19.

Sur le site Internet d’un journal, je lis un fait divers qui anime les esprits depuis quelques jours : lors d’une visite au parc de Berne, une personne handicapée mentale a laissé tomber ses affaires dans la fosse abritant un ours. Désemparé, le jeune homme a aussitôt sauté pour récupérer le sac qui contenait la photo de son amie. L’animal, qui n’a fait que son devoir d’ours, l’a mordu à plusieurs reprises, en le traînant sur quelques mètres. La police a dû intervenir en tirant sur le plantigrade. Sur le site de la feuille de chou, certains commentaires font froid dans le dos : « Pauvre bête ! J’ai beaucoup de peine pour l’ours », « Si le gars s’en sort, il faudra lui envoyer la facture du vétérinaire. Quel sombre idiot ! »… Finalement, Finn, le pauvre ours, s’en sortira. La bête reçoit même des pots de miel et… des billets d’encouragement ! Quant au jeune homme, il n’a pas cette chance. Non seulement il s’est attiré la foudre de certains citoyens outrés, mais son père a fait l’objet de menaces de mort. Les passions se déchaînent !

Accepter, accepter, accepter ! La joie relève du non-refus. L’affaire est entendue, limpide, claire, nette. Cependant, tout m’y arrache et le sort de cet homme aurait de quoi me faire hurler d’indignation. Oui, la solitude de ce garçon me bouleverse. Je sens naître en mon cœur un début de révolte. Comment accepter complètement les règles du jeu de cette vie ? Transformé en preux chevalier, je voudrais combattre tant de niaises cruautés. Le sort de l’infortuné de la fosse ravive toute l’absurde dureté de l’existence. Certes, la vie a son lot inévitable de souffrances, mais n’en rajoutons pas par ignorance, par pure bêtise et par égoïsme.

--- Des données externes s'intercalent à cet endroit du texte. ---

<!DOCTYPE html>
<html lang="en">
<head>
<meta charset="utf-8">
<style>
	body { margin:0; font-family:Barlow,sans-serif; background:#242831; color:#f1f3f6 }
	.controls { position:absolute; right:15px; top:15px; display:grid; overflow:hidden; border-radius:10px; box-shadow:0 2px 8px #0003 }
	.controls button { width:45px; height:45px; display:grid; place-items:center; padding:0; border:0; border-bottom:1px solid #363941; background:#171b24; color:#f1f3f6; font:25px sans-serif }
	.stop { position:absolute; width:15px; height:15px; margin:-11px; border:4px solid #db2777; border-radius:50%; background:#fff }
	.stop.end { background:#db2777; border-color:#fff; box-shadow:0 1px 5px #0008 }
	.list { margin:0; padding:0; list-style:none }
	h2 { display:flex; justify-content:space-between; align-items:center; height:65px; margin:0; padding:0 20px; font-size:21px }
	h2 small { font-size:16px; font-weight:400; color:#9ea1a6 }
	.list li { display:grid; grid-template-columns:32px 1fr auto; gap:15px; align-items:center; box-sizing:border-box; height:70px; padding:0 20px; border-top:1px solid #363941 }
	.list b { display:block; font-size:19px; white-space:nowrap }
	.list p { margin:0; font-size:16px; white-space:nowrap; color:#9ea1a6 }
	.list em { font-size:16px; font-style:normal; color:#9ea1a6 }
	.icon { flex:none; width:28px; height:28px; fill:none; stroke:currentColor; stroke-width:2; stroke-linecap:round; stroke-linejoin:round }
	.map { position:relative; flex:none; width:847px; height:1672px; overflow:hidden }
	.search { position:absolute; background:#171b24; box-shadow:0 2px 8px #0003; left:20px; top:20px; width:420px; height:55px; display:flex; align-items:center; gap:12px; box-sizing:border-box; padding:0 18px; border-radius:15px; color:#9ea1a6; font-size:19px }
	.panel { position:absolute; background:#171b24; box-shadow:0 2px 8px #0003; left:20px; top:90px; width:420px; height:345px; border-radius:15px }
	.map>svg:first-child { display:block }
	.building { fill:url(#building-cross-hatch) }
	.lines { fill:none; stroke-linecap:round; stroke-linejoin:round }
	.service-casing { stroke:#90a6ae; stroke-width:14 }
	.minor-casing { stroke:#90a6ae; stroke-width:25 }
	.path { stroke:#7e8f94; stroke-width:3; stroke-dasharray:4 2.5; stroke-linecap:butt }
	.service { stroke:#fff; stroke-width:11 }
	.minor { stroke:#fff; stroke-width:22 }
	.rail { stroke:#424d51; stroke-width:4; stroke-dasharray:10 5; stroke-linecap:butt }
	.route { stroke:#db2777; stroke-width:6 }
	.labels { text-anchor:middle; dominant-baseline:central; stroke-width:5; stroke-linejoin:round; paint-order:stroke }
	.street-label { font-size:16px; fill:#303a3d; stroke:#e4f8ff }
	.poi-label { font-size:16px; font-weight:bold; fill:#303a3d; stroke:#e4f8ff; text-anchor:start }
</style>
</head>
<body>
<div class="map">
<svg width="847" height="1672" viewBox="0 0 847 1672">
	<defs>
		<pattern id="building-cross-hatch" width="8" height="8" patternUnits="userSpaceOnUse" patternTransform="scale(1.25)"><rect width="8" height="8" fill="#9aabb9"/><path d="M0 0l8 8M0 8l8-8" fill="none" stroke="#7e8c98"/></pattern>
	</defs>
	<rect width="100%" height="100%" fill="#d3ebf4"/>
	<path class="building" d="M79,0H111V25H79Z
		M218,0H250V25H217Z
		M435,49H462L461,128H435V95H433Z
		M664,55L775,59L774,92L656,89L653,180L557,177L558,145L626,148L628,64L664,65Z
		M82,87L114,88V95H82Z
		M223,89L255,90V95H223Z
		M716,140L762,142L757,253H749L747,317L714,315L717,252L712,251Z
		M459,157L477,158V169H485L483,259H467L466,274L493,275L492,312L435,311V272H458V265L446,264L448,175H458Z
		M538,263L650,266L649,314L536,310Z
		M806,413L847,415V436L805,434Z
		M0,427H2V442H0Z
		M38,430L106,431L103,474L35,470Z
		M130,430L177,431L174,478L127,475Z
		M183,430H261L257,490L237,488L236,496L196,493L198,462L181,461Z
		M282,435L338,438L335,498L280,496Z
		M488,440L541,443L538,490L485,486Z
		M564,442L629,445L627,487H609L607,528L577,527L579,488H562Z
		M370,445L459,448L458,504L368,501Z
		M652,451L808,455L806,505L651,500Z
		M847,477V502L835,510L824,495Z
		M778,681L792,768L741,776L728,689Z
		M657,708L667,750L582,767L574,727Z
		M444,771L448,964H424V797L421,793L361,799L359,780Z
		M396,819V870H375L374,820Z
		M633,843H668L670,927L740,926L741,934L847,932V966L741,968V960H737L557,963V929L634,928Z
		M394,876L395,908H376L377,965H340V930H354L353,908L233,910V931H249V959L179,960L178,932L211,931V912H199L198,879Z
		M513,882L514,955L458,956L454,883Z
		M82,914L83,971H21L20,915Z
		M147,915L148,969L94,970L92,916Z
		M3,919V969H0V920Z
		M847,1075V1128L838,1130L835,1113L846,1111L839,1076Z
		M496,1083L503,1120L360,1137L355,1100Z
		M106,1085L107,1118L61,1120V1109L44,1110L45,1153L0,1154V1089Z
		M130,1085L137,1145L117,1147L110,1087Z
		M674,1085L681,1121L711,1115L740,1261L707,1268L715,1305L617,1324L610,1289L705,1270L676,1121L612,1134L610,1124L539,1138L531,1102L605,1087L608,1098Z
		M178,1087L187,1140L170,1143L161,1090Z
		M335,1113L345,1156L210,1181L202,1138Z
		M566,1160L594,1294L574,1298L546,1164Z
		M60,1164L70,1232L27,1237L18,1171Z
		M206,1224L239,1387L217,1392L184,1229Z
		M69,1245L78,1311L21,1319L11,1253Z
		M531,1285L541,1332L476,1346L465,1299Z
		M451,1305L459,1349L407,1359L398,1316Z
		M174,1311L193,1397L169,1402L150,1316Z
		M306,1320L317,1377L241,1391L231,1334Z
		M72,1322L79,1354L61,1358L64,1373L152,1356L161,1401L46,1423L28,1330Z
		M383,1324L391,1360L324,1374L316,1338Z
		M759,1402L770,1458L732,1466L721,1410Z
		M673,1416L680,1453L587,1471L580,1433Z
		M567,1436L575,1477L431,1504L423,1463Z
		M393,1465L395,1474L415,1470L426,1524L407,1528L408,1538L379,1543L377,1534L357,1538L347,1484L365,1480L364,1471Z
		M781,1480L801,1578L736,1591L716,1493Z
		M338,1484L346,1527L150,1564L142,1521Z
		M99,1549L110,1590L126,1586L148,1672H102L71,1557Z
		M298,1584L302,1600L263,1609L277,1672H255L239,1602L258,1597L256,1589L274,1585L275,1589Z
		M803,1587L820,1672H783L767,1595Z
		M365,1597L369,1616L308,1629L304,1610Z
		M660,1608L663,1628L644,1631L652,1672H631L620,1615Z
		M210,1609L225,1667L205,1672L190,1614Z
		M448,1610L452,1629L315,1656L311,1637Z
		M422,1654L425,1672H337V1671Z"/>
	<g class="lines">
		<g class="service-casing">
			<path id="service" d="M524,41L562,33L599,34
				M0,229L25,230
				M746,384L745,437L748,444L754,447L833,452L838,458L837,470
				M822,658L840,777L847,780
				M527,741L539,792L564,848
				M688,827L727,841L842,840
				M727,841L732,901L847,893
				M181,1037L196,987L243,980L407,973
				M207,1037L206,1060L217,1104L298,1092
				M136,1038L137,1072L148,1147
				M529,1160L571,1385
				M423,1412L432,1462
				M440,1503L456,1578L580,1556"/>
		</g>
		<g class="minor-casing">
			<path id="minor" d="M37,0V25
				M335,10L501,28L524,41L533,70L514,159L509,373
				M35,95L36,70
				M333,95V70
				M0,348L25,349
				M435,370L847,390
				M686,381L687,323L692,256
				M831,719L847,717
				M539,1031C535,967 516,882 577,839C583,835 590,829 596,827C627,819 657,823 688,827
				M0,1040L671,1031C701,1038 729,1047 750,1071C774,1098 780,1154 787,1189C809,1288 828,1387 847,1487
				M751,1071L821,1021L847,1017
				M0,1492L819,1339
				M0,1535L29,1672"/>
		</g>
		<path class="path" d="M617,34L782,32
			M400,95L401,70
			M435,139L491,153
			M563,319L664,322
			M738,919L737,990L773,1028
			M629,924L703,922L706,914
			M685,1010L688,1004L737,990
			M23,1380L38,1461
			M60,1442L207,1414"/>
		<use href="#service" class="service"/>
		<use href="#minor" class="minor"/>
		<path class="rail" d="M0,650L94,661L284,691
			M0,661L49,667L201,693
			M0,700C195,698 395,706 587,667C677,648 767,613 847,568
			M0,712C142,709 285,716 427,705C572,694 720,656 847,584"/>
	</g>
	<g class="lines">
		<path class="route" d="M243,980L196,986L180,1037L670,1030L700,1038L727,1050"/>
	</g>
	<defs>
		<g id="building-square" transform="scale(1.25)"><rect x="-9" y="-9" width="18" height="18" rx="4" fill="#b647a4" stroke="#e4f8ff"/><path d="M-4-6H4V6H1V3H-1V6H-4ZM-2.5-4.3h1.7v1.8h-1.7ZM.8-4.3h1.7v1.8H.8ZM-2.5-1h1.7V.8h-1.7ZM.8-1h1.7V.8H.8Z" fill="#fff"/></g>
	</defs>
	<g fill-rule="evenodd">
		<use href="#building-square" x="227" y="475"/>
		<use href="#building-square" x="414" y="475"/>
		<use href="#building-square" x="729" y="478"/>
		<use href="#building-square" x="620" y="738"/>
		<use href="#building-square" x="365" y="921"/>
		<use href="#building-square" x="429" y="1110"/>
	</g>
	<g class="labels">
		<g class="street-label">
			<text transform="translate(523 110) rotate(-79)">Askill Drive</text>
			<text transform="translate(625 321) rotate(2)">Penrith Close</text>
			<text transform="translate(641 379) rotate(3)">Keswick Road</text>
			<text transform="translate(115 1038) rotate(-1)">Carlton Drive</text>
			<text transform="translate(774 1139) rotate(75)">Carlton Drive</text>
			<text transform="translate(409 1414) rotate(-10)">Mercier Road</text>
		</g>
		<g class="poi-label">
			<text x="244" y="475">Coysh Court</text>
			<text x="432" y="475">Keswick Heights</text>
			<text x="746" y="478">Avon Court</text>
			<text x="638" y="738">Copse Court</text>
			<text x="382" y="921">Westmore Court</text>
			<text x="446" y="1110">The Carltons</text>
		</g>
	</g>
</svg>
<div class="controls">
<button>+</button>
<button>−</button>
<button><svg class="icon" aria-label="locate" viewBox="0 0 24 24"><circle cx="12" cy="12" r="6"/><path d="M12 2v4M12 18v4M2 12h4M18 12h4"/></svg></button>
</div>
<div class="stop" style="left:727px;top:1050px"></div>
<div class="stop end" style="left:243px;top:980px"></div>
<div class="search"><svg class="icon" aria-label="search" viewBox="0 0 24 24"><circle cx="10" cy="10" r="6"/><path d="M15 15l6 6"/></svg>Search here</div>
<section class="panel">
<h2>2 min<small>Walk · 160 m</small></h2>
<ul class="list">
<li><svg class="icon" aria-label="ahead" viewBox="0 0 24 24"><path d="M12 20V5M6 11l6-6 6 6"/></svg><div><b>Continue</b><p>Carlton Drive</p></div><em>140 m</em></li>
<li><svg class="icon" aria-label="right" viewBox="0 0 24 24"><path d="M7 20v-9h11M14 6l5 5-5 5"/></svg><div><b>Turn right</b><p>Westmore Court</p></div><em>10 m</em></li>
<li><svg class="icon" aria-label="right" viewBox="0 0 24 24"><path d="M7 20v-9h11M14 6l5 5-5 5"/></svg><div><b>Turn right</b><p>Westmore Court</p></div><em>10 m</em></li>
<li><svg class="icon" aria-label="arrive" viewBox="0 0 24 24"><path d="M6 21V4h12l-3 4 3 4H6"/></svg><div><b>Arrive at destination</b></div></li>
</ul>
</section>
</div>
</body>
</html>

En dose homéopathique, la révolte peut, je le pressens, apporter quelque soulagement, et pourquoi pas de l’apaisement. Plutôt que de m’indigner, je devrais in fine considérer ce que je veux faire pour l’homme. Assurément ni la rage ni la colère ne changent rien, elles m’éloignent même de la joie et me rendent inefficace. Si la joie vient de l’adhésion au réel, elle requiert au contraire que j’assume chaque étape de la vie, y compris mon indignation. Elle implique aussi que je ne rejette pas ma tristesse ni mes accès de fureur. Afin que je ne tombe pas dans une gaieté de façade, dans une comédie, elle le réclame. Je ne parle évidemment pas ici de l’hilarité des fins de soirée où nous nous vautrons sur la table ou même dessous !

La joie vient d’une adhésion qui, à son degré suprême, accepte l’imperfection du monde. C’est l’« éternité de délices », l’amour intellectuel de Dieu qu’appelle de tous ses vœux Spinoza. Dans sa pureté, elle n’a pas de causes, elle se réjouit sans elles. Cependant, avant d’y accéder la route est assez longue…

 

Dans Une vie bouleversée (son journal !), Etty Hillesum me délivre d’une tentation : « Ce matin, je me suis octroyé une demi-heure de dépression et d’angoisse1. » Si je repense à mon enfance, je vois bien que les moments tristes, les chagrins et la peine, je ne les ai pas vécus à fond. Je n’ai fait que les accepter en surface. Par peur, j’ai en effet pu jouer une comédie. Les souvenirs douloureux, rejetés, agiraient-ils comme des bombes à retardement qui, tôt ou tard, si je ne les désamorce pas, me péteront à la gueule ? Pour épuiser et purifier les germes de la tristesse qui viendraient durablement à pousser en moi, il me faut… je tremble en écrivant de tels propos… Oser une reddition totale devant eux ?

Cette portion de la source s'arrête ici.